Die Klägerin beantragt, das Urteil des Sozialgerichts Dortmund vom 30. November 1984 aufzuheben und den Rechtsstreit zur anderweitigen Verhandlung und Entscheidung an das Landessozialgericht für das Land Nordrhein-Westfalen zurückzuverweisen.
Die Beklagte beantragt, die Sprungrevision der Klägerin zurückzuweisen.
Sie hält das angefochtene Urteil für zutreffend.
Die Beigeladene hat im Revisionsverfahren keinen Antrag gestellt.
Entscheidungsgründe
Die Revision der Klägerin ist nicht begründet. Das SG hat die Klage zu Recht als unzulässig abgewiesen, weil der Klägerin die Klagebefugnis für das von ihr erhobene Unterlassungsbegehren fehlt.
Zwar kann die in § 54 Abs 5 SGG geregelte Leistungsklage auch auf ein schlichtes hoheitliches Verwaltungshandeln abzielen, das in einem Unterlassen bestehen kann (BSGE 25, 116, 117), denn die Unterlassung eines bestimmten künftigen Verwaltungshandelns eines Versicherungsträgers kann nur mit einer Leistungsklage in der Gestalt der vorbeugenden Unterlassungsklage geltend gemacht werden (BSGE 43, 134, 136 mwN).
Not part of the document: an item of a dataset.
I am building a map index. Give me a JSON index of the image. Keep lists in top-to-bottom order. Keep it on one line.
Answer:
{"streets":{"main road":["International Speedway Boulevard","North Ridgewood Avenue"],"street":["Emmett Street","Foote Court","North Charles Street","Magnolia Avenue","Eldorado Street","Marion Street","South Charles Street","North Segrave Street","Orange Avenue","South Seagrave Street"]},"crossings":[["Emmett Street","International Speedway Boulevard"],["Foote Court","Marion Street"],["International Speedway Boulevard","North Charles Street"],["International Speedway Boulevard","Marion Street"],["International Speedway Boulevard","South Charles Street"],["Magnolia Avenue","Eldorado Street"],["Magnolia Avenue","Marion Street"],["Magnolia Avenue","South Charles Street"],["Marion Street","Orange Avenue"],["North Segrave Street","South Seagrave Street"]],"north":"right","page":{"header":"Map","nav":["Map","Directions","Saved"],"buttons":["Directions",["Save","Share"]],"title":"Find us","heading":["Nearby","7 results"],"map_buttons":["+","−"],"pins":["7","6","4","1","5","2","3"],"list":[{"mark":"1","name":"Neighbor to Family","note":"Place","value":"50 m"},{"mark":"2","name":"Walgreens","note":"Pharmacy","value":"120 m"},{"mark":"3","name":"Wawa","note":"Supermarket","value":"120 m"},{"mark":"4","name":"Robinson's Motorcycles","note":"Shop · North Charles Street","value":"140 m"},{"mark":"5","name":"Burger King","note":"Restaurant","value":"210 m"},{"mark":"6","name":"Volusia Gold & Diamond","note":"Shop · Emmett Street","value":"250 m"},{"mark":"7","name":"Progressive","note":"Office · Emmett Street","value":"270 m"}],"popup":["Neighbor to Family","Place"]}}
Die Klägerin ist aber nicht klagebefugt. Wie für jede andere Klage ist auch für die Unterlassungsklage in Form der Leistungsklage ein Rechtsschutzbedürfnis erforderlich. Dient eine Klage nicht dem Schutz der individuellen Rechtssphäre, so führt auch Art 19 Abs 4 GG nicht zur Zulässigkeit der Klage, denn nach dieser Vorschrift steht der Rechtsweg nur demjenigen zur Verfügung, der durch die öffentliche Gewalt "in seinen Rechten verletzt" wird. Dieser Grundsatz hat in § 54 Abs 1 Satz 2 SGG seine ausdrückliche Konkretisierung erfahren. Danach ist die Klage nur zulässig, wenn der Kläger "behauptet", durch den Verwaltungsakt oder durch die Ablehnung oder Unterlassung eines Verwaltungsakts beschwert, dh in seinen Rechten beeinträchtigt zu sein. Dabei genügt einerseits und ist andererseits auch erforderlich, daß nach dem Klagevortrag eine Verletzung der individuellen Rechte möglich ist. Ziel der Regelung ist es, sowohl die sogenannte Popularklage als auch solche Klagen auszuschließen, mit denen der Kläger nicht eine Verletzung seiner rechtlich geschützten, sondern nur seiner außerrechtlichen, zB seiner politischen, wirtschaftlichen, kulturellen oder religiösen Interessen geltend macht (BSGE 43, 134, 141 mwN). Die zitierte Entscheidung hat zwar offen gelassen, ob das in § 54 Abs 1 Satz 2 SGG geregelte besondere Rechtsschutzbedürfnis auch für die reine Leistungsklage nach § 54 Abs 5 SGG erforderlich ist. Diese Frage muß aber schon deshalb bejaht werden, weil in § 54 Abs 1 Satz 2 SGG nur ein allgemeiner Rechtsgrundsatz zum Ausdruck kommt, der für alle Klagen gilt, soweit das Gesetz nicht konkrete Ausnahmen macht (vgl auch BSG SozR Nr 109 zu § 54 SGG). Es kann daher dahingestellt bleiben, ob auch - wie das BVerfG meint - in § 54 Abs 5 SGG der gleiche Gedanke insofern enthalten ist, als auf die eingeklagte Leistung ein Rechtsanspruch bestehen muß. Die Klägerin ist durch die beanstandete Leistungserbringung der Beklagten nicht in ihren eigenen Rechten verletzt. Dies kommt schon deshalb nicht in Betracht, weil sich die Erbringung von Leistungen der Beklagten nach den Vorschriften der §§ 200f, 200g RVO nicht unmittelbar gegen den Rechtskreis der Klägerin richtet und damit auch nicht deren rechtlich geschützte Interessen beeinträchtigt.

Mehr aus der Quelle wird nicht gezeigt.